We (NMSU) had a 5-foot-9 point guard, usually preventing us from just switching the ball screen. Landale (6-foot-11) was maybe the best back-to-the-basket player in the country that season; if we we put a 5’9 defender, on him we were going to have to eventually send two to the ball and give up threes.
Naar was an extremely good player, but had a pass-first approach with funky shooting form. Granted, he shot 41% from three in his career—but he took nearly twice as many twos than threes.
We felt like Saint Mary’s was at their best when they were using their talent to generate open threes for others. With switching out of the question, that meant trying to force Naar to beat us as a scorer in ball screens.

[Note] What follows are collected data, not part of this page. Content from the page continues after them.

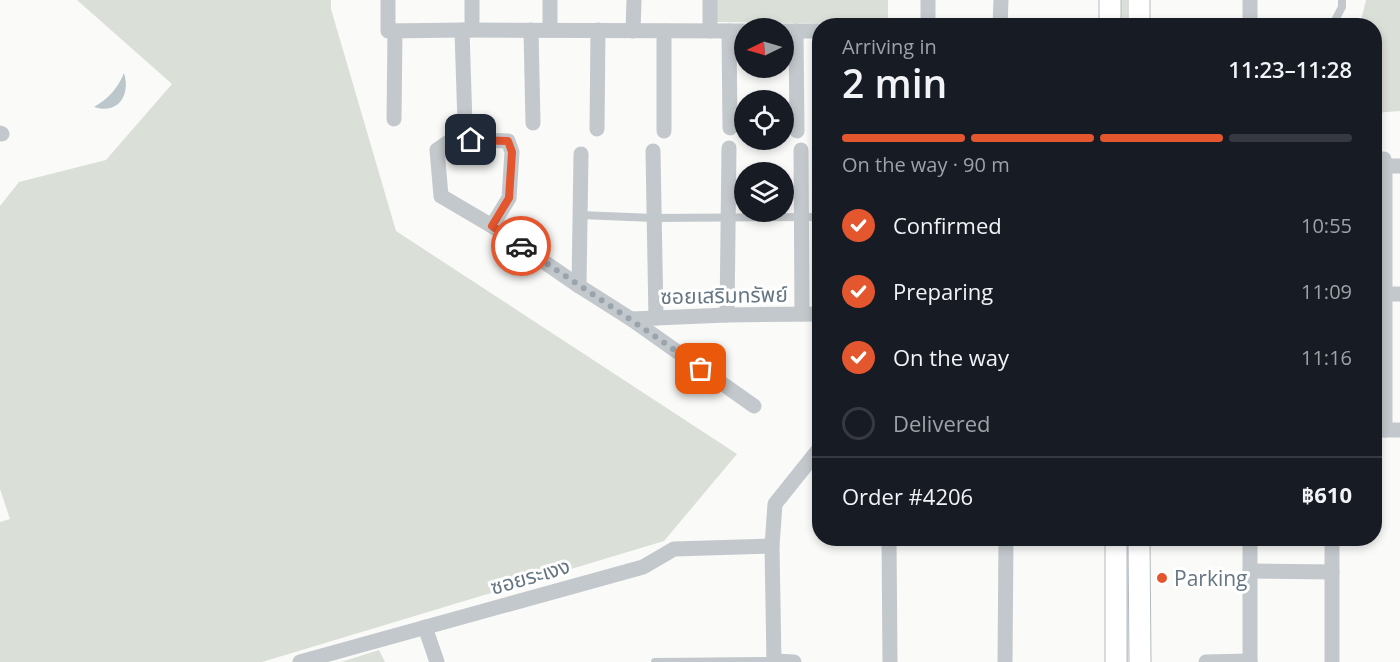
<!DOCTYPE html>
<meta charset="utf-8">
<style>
body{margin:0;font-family:"Open Sans","Noto Sans Thai",sans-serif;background:#242831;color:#f1f3f6;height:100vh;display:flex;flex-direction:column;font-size:22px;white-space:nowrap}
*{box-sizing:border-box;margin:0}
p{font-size:20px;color:#9ea1a6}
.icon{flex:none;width:33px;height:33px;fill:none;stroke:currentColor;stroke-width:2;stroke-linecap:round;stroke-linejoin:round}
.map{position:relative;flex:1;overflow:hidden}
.side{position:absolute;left:812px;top:18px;width:570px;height:528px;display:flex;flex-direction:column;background:#171b24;border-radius:24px;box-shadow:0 3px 9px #0003}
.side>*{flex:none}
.needle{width:39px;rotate:265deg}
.controls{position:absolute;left:734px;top:18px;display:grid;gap:12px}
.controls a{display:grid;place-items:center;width:60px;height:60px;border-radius:50%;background:#171b24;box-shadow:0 3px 9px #0003;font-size:30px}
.pin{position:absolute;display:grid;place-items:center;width:51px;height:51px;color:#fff;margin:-26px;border-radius:12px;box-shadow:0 3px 9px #0006}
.courier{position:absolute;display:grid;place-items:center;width:60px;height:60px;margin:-30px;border:4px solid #e4572e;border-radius:50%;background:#fff;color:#222;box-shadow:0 2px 8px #0007}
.headline em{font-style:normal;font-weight:600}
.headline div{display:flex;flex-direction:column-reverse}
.headline{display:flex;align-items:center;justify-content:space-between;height:102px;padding:0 30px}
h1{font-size:39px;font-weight:600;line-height:45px}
.bar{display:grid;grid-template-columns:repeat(4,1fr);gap:9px 6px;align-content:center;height:72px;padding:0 30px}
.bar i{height:8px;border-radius:4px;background:#363941}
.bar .selected{background:#e4572e}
.bar p{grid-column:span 4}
.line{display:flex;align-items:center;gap:15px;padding:0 30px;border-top:2px solid #363941}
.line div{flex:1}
ol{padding:0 30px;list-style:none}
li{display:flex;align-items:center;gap:18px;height:66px}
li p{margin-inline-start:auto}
li .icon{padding:6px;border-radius:50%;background:#e4572e;color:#fff;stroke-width:4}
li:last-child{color:#9ea1a6}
li i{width:33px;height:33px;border:3px solid #363941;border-radius:50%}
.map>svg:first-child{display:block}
.green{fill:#dadfd7}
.water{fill:#bbc7cb}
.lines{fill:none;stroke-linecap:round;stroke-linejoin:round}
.secondary-casing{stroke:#b3babf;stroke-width:23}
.lane{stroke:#c3c8cc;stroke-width:8}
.street{stroke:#c3c8cc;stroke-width:15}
.secondary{stroke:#fff;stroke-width:21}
.done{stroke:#99a4ac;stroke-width:6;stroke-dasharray:0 10.8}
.route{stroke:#e4572e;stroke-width:8}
.poi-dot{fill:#e4572e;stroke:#fff;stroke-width:2}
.labels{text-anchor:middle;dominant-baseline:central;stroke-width:6;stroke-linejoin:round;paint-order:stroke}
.street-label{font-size:21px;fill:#657683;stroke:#fff}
.poi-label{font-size:21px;fill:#657683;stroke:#fff;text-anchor:start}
</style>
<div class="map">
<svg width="1400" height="662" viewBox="0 0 1400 662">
<rect width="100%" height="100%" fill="#fafaf8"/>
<!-- green -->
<g class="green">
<path d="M 77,0 L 331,0 L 331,9 L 396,231 L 737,454 L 664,541 L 262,662 L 0,662 L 0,522 L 10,519 L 0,489 L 0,206 L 19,182 L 106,160 L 172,84 Z"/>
<path d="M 717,0 L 888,0 L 888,24 L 717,22 Z"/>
<rect x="1120" y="0" width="7" height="25"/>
<path d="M 1366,0 L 1400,0 L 1400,111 L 1374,113 L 1374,26 L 1360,25 Z"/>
<rect x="1122" y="539" width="6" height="123"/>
<path d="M 379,650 L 385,662 L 341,662 Z"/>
</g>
<!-- water -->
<path class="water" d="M 124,73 C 131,95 118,115 94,107 C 108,99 118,88 124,73 Z"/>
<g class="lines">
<!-- secondary casing -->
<g class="secondary-casing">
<g id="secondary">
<path d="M 1110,0 L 1110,26"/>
<path d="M 1139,0 L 1139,26"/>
<path d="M 1116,538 L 1116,662"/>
<path d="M 1139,538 L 1140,662"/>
</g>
</g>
<!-- lane -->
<g class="lane">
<path d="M 1332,26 L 1342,7 L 1342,0"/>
<path d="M 580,215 L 654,218 L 819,217"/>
<path d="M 655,662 L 774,661"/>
</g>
<!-- street -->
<g class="street">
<path d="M 388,0 L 388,31 L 462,30 L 744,31"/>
<path d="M 472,0 L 472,30"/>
<path d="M 1250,0 L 1250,26"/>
<path d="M 928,26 L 928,0"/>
<path d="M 1000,26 L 1001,0"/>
<path d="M 462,30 L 465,125"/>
<path d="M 531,30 L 533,123"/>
<path d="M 550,30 L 550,0"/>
<path d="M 633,31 L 634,0"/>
<path d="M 664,31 L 664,131"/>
<path d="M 710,31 L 710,0"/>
<path d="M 729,31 L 730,128"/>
<path d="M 783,31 L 819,31"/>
<path d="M 796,31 L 797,131"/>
<path d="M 394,119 L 395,31"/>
<path d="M 597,129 L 598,30"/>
<path d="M 0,133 L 2,134"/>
<path d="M 801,150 L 802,314"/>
<path d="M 653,151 L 656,318"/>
<path d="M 1374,159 L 1384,159 L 1385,166 L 1385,430"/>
<path d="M 1385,166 L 1400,166"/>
<path d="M 492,226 L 509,198 L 512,152 L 508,141 L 453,139 L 437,150 L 441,196 L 492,226 L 579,286 L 631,319 L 754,406"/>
<path d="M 579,286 L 581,154"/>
<path d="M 1374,294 L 1400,294"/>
<path d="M 727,315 L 729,148"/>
<path d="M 631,319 L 727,315 L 819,314"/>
<path d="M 1374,430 L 1400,430"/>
<path d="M 889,538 L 890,662"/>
<path d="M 1250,538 L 1250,662"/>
<path d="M 1332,538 L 1332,662"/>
<path d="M 1250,571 L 1332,572"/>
<path d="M 425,627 L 437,662"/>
<path d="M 774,661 L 794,662"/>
<path d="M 300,662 L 643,567 L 674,549 L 772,546"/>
<path d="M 774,662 L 772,546 L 775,504 L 819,449"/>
<path d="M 1005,662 L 1006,538"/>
<path d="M 1206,662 L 1250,661"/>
</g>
<!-- secondary -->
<use href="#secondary" class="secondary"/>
</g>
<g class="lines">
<!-- done -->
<path class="done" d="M 521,246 C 581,287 642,326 701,369"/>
<!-- route -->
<path class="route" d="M 471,140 L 508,141 L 512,152 L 509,198 L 492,226 L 521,246"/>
</g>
<!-- markers -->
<circle class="poi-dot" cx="1162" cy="578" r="6"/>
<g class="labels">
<!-- street labels -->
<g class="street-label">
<text transform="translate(724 295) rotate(-1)">ซอยเสริมทรัพย์</text>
<text transform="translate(530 576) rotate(-16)">ซอยระเงง</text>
</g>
<!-- poi labels -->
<g class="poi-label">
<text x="1174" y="578">Parking</text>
</g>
</g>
</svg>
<div class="controls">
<a><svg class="needle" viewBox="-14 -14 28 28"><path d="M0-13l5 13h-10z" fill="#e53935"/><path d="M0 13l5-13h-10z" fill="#9ea1a6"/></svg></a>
<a><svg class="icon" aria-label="locate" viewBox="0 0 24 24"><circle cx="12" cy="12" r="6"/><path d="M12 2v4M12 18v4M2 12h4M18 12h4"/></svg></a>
<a><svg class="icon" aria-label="layers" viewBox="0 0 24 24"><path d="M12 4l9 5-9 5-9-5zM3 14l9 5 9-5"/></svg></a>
</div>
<div class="pin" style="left:701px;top:369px;background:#ea580c"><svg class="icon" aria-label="bag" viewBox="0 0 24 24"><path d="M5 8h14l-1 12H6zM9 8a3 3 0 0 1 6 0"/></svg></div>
<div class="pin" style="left:471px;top:140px;background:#1f2937"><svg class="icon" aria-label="home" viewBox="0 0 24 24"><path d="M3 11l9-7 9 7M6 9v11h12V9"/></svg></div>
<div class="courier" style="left:521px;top:246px"><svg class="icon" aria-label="car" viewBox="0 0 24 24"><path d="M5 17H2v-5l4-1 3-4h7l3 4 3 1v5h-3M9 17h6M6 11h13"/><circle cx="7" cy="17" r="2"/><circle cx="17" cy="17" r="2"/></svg></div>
<section class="side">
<div class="headline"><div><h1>2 min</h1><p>Arriving in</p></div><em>11:23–11:28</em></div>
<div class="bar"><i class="selected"></i><i class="selected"></i><i class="selected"></i><i></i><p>On the way · 90 m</p></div>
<ol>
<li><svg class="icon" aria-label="check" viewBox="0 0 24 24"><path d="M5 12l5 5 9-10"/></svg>Confirmed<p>10:55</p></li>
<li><svg class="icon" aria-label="check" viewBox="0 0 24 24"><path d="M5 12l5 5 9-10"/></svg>Preparing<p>11:09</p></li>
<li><svg class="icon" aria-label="check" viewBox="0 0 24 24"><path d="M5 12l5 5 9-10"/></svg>On the way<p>11:16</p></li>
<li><i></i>Delivered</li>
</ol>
<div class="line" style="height:78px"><div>Order #4206</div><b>฿610</b></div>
</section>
</div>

Our ball screen coverage for that game called for the three players NOT involved in the ball screen to essentially give NO help. No tagging. No squeezing the roller.
The results? Well, if the goal was simply forcing Naar to beat us, the approach was certainly successful. He took 15 two-pointers, the second most in any game of his Saint Mary’s career.
Unfortunately for us, he made nine of those shots and Saint Mary’s scored 1.41 points per possession.
Three of those nine baskets were simply straight line drives to the rim for Naar, almost completely unimpeded. But even when our guards did a better job of fighting through the screen and staying even, Naar made us pay, as he used his size to finish (and never bailed us out by settling for mid-range looks).
There are some things we could’ve tweaked in our coverage—and did tweak in the second half, before eventually playing some zone. We tinkered with going over/under the screen and putting more size on Naar.
But we also only have a 40-minute sample to go off. The bottom-line results were decidedly poor, but who’s really to say if our process and philosophy were truly sub-optimal?
The larger point to be made here is on a macro level, around creating gameplans. Whether you are using analytics or traditional scouting, it can be easy to determine what not to do. We didn’t want to give up spot-up threes or Landale rolls.
You learn quickly that telling a coach what not to do gets you nowhere. There need to be solutions immediately to follow. But if those solutions are extreme enough, they can take you out of sample entirely, without any relevant film or data to analyze.